What to produce » The records below need copying. Match each line exactly.

Dataset entries section start

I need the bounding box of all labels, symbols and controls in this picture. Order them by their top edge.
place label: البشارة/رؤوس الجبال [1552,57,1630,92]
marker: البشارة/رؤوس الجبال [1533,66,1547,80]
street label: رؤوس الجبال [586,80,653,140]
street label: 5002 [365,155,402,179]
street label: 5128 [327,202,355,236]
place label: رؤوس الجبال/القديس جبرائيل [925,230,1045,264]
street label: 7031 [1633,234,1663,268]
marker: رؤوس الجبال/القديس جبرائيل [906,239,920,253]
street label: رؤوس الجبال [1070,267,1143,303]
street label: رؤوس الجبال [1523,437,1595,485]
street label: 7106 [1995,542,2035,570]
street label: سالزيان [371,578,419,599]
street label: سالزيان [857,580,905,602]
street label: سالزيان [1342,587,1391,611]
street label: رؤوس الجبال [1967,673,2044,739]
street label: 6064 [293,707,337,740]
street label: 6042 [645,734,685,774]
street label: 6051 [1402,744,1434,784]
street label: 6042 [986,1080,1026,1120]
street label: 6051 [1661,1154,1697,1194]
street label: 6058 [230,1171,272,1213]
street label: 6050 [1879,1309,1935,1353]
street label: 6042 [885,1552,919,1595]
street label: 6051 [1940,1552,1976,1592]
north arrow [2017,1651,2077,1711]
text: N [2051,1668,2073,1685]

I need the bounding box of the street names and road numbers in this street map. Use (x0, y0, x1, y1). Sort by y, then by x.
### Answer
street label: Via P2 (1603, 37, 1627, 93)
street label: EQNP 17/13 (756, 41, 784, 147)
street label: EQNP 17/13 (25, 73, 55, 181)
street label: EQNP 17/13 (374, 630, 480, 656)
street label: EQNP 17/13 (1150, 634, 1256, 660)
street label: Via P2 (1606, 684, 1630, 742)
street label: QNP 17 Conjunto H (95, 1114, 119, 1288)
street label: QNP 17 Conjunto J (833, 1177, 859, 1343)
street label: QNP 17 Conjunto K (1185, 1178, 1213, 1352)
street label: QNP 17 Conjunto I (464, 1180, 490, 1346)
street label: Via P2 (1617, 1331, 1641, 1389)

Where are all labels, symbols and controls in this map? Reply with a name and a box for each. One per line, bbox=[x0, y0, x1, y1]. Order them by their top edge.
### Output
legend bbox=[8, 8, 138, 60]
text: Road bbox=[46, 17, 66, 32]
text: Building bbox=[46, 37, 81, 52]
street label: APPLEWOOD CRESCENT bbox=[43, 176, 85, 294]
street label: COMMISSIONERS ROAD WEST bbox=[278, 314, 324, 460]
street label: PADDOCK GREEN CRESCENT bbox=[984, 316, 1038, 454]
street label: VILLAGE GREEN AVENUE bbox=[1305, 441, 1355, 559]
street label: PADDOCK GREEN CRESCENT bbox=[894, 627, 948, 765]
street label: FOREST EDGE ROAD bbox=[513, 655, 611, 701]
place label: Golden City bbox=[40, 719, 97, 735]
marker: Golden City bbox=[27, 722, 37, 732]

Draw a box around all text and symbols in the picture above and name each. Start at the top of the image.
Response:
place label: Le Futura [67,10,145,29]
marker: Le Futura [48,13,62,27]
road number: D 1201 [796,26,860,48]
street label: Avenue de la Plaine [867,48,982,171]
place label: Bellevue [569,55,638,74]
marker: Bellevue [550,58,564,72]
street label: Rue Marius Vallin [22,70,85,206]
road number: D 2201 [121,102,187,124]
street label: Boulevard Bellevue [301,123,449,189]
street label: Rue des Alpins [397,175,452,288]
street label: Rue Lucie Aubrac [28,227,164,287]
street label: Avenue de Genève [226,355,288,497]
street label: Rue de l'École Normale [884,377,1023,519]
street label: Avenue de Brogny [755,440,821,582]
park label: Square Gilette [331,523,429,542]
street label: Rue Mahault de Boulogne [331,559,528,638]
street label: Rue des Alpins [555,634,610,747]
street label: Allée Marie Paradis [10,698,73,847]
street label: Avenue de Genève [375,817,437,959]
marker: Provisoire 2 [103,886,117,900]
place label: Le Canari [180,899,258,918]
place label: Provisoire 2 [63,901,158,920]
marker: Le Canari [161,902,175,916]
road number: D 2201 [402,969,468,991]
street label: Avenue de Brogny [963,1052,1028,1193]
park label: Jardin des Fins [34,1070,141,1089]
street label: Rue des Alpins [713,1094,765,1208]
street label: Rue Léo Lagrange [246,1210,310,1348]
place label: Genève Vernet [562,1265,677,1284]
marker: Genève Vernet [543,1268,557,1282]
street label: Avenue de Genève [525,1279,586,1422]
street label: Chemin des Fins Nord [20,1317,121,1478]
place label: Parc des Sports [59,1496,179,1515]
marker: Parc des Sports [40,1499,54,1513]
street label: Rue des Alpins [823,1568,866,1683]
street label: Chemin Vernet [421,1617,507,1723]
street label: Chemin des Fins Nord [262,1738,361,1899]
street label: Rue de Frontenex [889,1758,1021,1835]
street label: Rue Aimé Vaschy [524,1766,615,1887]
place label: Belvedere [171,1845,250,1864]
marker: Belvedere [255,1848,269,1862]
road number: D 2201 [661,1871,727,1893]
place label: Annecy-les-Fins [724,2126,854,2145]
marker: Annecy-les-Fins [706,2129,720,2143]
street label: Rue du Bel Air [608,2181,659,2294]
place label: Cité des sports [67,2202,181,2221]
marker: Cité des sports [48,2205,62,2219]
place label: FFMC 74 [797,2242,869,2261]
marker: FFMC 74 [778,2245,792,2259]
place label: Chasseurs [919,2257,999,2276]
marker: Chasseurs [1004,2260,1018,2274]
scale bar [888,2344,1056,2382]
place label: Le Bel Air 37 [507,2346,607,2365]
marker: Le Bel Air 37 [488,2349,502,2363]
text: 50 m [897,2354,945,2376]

Dataset entries section end

Output »
I need the bounding box of all labels, symbols and controls in this picture. Order them by their top edge.
place label: البشارة/رؤوس الجبال [1552,57,1630,92]
marker: البشارة/رؤوس الجبال [1533,66,1547,80]
street label: رؤوس الجبال [586,80,653,140]
street label: 5002 [365,155,402,179]
street label: 5128 [327,202,355,236]
place label: رؤوس الجبال/القديس جبرائيل [925,230,1045,264]
street label: 7031 [1633,234,1663,268]
marker: رؤوس الجبال/القديس جبرائيل [906,239,920,253]
street label: رؤوس الجبال [1070,267,1143,303]
street label: رؤوس الجبال [1523,437,1595,485]
street label: 7106 [1995,542,2035,570]
street label: سالزيان [371,578,419,599]
street label: سالزيان [857,580,905,602]
street label: سالزيان [1342,587,1391,611]
street label: رؤوس الجبال [1967,673,2044,739]
street label: 6064 [293,707,337,740]
street label: 6042 [645,734,685,774]
street label: 6051 [1402,744,1434,784]
street label: 6042 [986,1080,1026,1120]
street label: 6051 [1661,1154,1697,1194]
street label: 6058 [230,1171,272,1213]
street label: 6050 [1879,1309,1935,1353]
street label: 6042 [885,1552,919,1595]
street label: 6051 [1940,1552,1976,1592]
north arrow [2017,1651,2077,1711]
text: N [2051,1668,2073,1685]

I need the bounding box of the street names and road numbers in this street map. Use (x0, y0, x1, y1). Sort by y, then by x.
### Answer
street label: Via P2 (1603, 37, 1627, 93)
street label: EQNP 17/13 (756, 41, 784, 147)
street label: EQNP 17/13 (25, 73, 55, 181)
street label: EQNP 17/13 (374, 630, 480, 656)
street label: EQNP 17/13 (1150, 634, 1256, 660)
street label: Via P2 (1606, 684, 1630, 742)
street label: QNP 17 Conjunto H (95, 1114, 119, 1288)
street label: QNP 17 Conjunto J (833, 1177, 859, 1343)
street label: QNP 17 Conjunto K (1185, 1178, 1213, 1352)
street label: QNP 17 Conjunto I (464, 1180, 490, 1346)
street label: Via P2 (1617, 1331, 1641, 1389)

Where are all labels, symbols and controls in this map? Reply with a name and a box for each. One per line, bbox=[x0, y0, x1, y1]. Order them by their top edge.
### Output
legend bbox=[8, 8, 138, 60]
text: Road bbox=[46, 17, 66, 32]
text: Building bbox=[46, 37, 81, 52]
street label: APPLEWOOD CRESCENT bbox=[43, 176, 85, 294]
street label: COMMISSIONERS ROAD WEST bbox=[278, 314, 324, 460]
street label: PADDOCK GREEN CRESCENT bbox=[984, 316, 1038, 454]
street label: VILLAGE GREEN AVENUE bbox=[1305, 441, 1355, 559]
street label: PADDOCK GREEN CRESCENT bbox=[894, 627, 948, 765]
street label: FOREST EDGE ROAD bbox=[513, 655, 611, 701]
place label: Golden City bbox=[40, 719, 97, 735]
marker: Golden City bbox=[27, 722, 37, 732]

Draw a box around all text and symbols in the picture above and name each. Start at the top of the image.
Response:
place label: Le Futura [67,10,145,29]
marker: Le Futura [48,13,62,27]
road number: D 1201 [796,26,860,48]
street label: Avenue de la Plaine [867,48,982,171]
place label: Bellevue [569,55,638,74]
marker: Bellevue [550,58,564,72]
street label: Rue Marius Vallin [22,70,85,206]
road number: D 2201 [121,102,187,124]
street label: Boulevard Bellevue [301,123,449,189]
street label: Rue des Alpins [397,175,452,288]
street label: Rue Lucie Aubrac [28,227,164,287]
street label: Avenue de Genève [226,355,288,497]
street label: Rue de l'École Normale [884,377,1023,519]
street label: Avenue de Brogny [755,440,821,582]
park label: Square Gilette [331,523,429,542]
street label: Rue Mahault de Boulogne [331,559,528,638]
street label: Rue des Alpins [555,634,610,747]
street label: Allée Marie Paradis [10,698,73,847]
street label: Avenue de Genève [375,817,437,959]
marker: Provisoire 2 [103,886,117,900]
place label: Le Canari [180,899,258,918]
place label: Provisoire 2 [63,901,158,920]
marker: Le Canari [161,902,175,916]
road number: D 2201 [402,969,468,991]
street label: Avenue de Brogny [963,1052,1028,1193]
park label: Jardin des Fins [34,1070,141,1089]
street label: Rue des Alpins [713,1094,765,1208]
street label: Rue Léo Lagrange [246,1210,310,1348]
place label: Genève Vernet [562,1265,677,1284]
marker: Genève Vernet [543,1268,557,1282]
street label: Avenue de Genève [525,1279,586,1422]
street label: Chemin des Fins Nord [20,1317,121,1478]
place label: Parc des Sports [59,1496,179,1515]
marker: Parc des Sports [40,1499,54,1513]
street label: Rue des Alpins [823,1568,866,1683]
street label: Chemin Vernet [421,1617,507,1723]
street label: Chemin des Fins Nord [262,1738,361,1899]
street label: Rue de Frontenex [889,1758,1021,1835]
street label: Rue Aimé Vaschy [524,1766,615,1887]
place label: Belvedere [171,1845,250,1864]
marker: Belvedere [255,1848,269,1862]
road number: D 2201 [661,1871,727,1893]
place label: Annecy-les-Fins [724,2126,854,2145]
marker: Annecy-les-Fins [706,2129,720,2143]
street label: Rue du Bel Air [608,2181,659,2294]
place label: Cité des sports [67,2202,181,2221]
marker: Cité des sports [48,2205,62,2219]
place label: FFMC 74 [797,2242,869,2261]
marker: FFMC 74 [778,2245,792,2259]
place label: Chasseurs [919,2257,999,2276]
marker: Chasseurs [1004,2260,1018,2274]
scale bar [888,2344,1056,2382]
place label: Le Bel Air 37 [507,2346,607,2365]
marker: Le Bel Air 37 [488,2349,502,2363]
text: 50 m [897,2354,945,2376]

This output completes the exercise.